New Caledonia's vegetation is distinguished by the world's highest rate of endemism: 5 families, 107 genera and 3,380 species. Among these are Acacia spirorbis, Dracophyllum species, Drosera neocaledonica, Grevillea gillivrayi, Neocallitropsis pancheri (Cupressaceae), and Austrotaxus spicatus (Taxaceae). Of the 44 species of gymnosperm in the archipelago, 43 are endemic, including the unique parasite gymnosperm Parasitaxus ustus.

The palm trees (Arecaceae) include 37 endemic species belonging to 16 genera. All Arecaceae species in the genera Actinokentia, Basselinia, Burretiokentia, Chambeyronia, Clinosperma, Cyphokentia, Cyphophoenix, Kentiopsis, and Pritchardiopsis are endemic to New Caledonia. For the endangered Pritchardiopsis jennencyi, one only adult specimen is known.

Three of the most primitive genera of Araliaceae also occur.

Some New Caledonia plant communities are true living fossils. Flora contains many groups of plants that appear to be remnants of the Gondwanan flora in late Cretaceous - early Tertiary that once covered large parts of Australasia. The flora is exceedingly diverse and includes a level of endemism, per square kilometre, seen almost nowhere else on Earth. Three-quarters of native plant species on New Caledonia are endemic, but a quarter of those are "at risk" of decline or extinction.

There are besides 454 species of marine macrophytes.
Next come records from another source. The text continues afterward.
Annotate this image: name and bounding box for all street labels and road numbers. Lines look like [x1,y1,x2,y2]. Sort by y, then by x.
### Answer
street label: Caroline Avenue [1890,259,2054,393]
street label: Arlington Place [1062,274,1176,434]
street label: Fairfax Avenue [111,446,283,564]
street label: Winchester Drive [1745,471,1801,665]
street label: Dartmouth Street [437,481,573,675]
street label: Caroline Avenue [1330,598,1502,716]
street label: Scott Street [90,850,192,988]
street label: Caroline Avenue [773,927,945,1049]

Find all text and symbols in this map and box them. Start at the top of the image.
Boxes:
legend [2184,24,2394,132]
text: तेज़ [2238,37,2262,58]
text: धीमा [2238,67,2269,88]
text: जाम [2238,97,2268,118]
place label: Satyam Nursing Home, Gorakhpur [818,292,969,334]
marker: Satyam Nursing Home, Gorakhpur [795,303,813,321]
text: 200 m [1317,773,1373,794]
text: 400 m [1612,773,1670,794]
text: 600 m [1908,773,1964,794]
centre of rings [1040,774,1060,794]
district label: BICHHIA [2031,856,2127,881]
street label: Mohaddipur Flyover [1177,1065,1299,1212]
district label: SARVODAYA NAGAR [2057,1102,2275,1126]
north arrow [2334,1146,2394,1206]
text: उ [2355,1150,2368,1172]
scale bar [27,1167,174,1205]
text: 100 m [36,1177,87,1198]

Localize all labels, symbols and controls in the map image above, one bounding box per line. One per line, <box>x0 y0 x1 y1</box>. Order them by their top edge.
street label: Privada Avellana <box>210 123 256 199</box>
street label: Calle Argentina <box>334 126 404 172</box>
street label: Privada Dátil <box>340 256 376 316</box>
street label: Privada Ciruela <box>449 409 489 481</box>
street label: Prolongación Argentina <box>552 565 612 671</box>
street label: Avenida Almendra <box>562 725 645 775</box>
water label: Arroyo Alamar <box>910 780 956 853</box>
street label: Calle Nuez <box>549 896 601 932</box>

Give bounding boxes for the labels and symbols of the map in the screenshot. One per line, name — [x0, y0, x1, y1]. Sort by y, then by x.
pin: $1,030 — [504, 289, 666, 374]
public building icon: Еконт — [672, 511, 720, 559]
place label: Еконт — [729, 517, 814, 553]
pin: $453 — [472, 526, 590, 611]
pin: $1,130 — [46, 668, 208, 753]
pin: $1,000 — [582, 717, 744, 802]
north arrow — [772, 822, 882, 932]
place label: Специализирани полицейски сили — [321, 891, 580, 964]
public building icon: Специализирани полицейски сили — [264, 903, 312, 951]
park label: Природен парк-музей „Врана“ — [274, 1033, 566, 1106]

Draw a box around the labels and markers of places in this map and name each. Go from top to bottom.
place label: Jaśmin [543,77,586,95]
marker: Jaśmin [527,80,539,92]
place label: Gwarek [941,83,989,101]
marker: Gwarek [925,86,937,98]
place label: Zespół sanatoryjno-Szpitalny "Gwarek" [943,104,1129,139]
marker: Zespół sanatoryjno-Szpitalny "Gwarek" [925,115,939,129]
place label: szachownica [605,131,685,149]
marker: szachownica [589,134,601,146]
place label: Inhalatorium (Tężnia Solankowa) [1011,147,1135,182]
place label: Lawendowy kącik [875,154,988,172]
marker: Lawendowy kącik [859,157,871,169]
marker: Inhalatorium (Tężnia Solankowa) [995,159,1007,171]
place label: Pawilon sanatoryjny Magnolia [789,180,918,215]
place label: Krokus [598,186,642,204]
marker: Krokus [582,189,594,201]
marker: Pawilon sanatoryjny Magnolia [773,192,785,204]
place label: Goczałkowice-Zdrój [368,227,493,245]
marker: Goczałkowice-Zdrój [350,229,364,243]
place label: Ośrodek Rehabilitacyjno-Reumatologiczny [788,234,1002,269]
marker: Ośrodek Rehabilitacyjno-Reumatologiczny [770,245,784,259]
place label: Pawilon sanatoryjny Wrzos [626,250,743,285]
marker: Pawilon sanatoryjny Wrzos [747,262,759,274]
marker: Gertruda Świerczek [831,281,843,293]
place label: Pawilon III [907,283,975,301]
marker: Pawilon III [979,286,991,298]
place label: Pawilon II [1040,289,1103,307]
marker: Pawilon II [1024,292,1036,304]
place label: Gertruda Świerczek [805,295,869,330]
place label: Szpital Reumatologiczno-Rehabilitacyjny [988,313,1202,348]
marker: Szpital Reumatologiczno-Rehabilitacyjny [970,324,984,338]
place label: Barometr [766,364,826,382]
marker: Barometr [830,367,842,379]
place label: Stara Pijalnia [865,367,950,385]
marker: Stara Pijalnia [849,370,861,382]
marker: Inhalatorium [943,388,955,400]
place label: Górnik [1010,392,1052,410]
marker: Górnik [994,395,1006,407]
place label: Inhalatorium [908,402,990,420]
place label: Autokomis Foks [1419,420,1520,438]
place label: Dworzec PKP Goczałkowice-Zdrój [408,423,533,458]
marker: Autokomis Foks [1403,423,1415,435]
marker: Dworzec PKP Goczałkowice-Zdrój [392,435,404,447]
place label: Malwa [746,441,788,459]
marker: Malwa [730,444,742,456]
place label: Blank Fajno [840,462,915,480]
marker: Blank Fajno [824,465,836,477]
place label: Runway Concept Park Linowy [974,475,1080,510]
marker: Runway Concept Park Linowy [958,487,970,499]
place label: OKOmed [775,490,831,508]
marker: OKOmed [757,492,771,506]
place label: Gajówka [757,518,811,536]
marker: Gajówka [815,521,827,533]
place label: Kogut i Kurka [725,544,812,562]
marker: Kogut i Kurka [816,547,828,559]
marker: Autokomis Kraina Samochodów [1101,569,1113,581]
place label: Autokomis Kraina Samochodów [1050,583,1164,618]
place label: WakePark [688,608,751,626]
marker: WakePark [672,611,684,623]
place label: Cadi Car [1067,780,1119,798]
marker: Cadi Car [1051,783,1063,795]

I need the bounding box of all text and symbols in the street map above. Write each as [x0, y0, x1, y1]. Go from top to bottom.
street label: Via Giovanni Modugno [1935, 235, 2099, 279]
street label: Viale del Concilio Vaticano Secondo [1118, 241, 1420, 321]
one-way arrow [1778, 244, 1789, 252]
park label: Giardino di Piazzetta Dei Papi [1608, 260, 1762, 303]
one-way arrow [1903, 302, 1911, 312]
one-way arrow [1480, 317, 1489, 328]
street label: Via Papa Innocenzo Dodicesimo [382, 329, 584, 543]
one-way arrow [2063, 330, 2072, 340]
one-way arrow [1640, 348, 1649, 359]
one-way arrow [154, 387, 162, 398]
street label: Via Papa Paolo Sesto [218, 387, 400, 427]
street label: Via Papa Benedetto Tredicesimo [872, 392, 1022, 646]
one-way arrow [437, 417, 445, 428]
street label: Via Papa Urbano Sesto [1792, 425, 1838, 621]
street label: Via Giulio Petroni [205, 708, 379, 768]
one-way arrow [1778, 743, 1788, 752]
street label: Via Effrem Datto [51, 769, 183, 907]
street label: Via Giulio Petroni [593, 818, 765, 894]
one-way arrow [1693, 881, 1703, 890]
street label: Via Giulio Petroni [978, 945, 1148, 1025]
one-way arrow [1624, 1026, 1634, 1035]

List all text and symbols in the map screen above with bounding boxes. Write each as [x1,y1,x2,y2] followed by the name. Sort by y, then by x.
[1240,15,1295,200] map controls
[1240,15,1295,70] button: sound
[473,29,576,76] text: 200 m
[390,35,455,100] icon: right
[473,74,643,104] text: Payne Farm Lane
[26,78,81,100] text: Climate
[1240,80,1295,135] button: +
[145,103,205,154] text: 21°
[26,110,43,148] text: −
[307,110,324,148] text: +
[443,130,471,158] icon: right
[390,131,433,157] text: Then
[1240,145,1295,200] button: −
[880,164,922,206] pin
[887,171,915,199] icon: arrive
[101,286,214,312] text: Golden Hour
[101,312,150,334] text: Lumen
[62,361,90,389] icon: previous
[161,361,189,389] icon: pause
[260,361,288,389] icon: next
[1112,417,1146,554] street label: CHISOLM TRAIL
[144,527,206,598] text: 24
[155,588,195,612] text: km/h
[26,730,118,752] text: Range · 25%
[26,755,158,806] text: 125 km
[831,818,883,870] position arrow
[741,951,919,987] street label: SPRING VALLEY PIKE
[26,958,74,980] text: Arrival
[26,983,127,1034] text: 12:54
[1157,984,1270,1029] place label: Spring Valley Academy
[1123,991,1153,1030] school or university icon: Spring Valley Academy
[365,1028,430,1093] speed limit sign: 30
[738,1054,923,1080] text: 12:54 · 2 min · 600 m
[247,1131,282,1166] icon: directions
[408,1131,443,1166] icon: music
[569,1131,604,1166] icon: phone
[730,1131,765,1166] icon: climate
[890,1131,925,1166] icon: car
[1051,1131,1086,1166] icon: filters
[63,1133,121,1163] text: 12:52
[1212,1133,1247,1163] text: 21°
In contrast, several groups that are well represented in the rest of tropics have only a few species on the Archipelago, such as Melastomataceae with one species, or are absent all together, e.g., Ochnaceae (sensu stricto) and Begoniaceae. Other families, such as Araceae, Boraginaceae, Brassicaceae, Commelinaceae, Gesneriaceae, and Zingiberaceae, are substantially under-represented.

Five families are considered endemic: the Amborellaceae, the Oncothecaceae, the Phellinaceae that was often included in Aquifoliaceae, the Paracryphiaceae, and the Strasburgeriaceae, before placed in Ochnaceae.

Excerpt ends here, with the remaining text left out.